Please return every line below that contains the string "halo".
━━━ MATERIALS PROVIDED ━━━
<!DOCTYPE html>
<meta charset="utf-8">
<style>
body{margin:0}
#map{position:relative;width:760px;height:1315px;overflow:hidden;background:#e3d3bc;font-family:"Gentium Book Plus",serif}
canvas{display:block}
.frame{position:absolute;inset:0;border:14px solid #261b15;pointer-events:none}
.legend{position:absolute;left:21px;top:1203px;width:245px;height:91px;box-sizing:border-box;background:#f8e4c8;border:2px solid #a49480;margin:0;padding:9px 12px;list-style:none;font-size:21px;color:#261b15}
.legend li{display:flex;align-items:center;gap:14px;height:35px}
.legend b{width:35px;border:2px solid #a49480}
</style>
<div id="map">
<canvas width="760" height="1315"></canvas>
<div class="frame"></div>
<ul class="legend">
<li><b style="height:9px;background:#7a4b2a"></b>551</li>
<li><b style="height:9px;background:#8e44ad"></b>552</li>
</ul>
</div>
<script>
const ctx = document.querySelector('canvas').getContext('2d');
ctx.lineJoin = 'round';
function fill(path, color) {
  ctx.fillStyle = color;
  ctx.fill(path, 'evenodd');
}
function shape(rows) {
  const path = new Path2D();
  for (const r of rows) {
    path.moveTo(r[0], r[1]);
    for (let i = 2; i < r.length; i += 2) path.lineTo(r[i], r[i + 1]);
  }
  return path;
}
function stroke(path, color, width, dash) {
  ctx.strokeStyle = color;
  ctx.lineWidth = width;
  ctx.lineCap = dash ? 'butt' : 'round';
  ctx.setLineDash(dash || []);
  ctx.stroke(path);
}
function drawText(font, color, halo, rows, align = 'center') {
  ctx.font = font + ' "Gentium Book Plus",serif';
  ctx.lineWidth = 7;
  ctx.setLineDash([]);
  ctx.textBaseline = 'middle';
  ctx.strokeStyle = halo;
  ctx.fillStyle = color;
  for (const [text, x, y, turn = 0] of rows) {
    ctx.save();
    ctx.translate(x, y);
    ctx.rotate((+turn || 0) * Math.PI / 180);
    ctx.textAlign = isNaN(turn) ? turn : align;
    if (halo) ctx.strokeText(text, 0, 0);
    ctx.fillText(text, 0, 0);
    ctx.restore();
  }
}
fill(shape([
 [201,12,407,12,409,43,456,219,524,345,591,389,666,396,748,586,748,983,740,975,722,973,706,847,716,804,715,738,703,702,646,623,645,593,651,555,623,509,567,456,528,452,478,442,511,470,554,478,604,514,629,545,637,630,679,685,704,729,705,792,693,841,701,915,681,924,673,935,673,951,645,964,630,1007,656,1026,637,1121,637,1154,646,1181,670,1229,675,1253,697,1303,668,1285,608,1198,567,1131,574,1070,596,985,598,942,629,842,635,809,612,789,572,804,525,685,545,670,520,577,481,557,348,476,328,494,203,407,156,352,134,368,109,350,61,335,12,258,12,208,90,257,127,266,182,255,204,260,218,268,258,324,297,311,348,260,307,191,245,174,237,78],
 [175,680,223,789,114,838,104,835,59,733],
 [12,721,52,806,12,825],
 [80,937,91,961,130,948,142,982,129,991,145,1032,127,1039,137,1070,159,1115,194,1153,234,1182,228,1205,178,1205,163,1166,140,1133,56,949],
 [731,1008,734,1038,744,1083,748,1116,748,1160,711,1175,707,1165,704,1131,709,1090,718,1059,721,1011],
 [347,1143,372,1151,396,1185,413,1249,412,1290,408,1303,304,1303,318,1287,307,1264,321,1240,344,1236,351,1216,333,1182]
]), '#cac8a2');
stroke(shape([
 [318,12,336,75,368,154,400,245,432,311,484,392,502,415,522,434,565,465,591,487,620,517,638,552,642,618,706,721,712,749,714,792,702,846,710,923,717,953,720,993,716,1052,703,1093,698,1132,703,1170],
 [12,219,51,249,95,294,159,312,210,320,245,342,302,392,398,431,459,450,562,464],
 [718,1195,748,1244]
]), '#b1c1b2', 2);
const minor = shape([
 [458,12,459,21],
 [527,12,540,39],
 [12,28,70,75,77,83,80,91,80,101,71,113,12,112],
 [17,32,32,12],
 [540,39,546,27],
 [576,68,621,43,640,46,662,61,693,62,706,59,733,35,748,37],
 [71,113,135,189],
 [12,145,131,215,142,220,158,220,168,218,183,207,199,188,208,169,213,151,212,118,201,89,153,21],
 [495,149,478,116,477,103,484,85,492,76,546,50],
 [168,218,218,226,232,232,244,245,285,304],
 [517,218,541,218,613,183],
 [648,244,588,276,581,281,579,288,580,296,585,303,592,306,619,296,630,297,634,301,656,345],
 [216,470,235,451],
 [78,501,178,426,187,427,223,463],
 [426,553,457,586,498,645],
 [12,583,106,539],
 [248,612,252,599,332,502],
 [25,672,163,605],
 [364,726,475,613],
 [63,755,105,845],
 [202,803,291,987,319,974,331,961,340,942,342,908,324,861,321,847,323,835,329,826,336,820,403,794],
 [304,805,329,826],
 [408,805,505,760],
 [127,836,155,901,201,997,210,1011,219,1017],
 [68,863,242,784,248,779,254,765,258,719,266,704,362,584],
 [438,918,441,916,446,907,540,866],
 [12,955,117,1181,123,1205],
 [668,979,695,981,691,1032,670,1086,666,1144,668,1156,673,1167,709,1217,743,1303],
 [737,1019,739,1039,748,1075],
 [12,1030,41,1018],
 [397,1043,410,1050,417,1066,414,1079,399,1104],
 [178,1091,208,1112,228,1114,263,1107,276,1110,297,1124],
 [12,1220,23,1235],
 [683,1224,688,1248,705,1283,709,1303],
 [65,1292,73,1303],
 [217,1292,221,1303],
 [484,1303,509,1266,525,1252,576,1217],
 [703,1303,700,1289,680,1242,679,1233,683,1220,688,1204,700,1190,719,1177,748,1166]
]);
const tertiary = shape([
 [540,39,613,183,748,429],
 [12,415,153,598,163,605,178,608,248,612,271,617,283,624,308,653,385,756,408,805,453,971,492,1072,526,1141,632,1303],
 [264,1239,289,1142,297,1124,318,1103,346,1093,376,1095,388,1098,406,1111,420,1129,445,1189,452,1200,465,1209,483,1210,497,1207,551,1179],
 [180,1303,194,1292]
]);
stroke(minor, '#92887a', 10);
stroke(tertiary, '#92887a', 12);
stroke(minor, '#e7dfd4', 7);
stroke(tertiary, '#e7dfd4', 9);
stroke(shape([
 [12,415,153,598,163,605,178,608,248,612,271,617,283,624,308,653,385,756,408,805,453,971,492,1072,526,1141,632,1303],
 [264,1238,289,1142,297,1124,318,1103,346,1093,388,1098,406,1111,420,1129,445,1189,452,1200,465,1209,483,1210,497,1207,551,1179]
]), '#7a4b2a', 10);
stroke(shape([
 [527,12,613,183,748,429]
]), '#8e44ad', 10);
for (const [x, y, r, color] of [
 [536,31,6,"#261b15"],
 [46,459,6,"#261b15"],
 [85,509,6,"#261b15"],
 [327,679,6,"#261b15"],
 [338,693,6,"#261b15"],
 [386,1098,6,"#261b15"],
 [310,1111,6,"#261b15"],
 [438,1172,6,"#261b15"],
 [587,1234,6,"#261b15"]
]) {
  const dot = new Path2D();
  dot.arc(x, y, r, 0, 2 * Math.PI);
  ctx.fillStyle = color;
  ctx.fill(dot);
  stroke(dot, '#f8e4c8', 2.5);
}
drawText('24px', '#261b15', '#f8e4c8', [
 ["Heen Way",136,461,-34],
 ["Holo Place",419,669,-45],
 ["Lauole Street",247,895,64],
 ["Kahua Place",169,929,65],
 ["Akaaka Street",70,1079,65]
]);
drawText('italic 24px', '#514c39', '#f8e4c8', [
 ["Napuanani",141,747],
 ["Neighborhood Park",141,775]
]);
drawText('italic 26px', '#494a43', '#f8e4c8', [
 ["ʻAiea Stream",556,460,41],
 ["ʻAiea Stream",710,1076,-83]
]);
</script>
━━━
**REPLY TO THE TASK**.
function drawText(font, color, halo, rows, align = 'center') {
  ctx.strokeStyle = halo;
    if (halo) ctx.strokeText(text, 0, 0);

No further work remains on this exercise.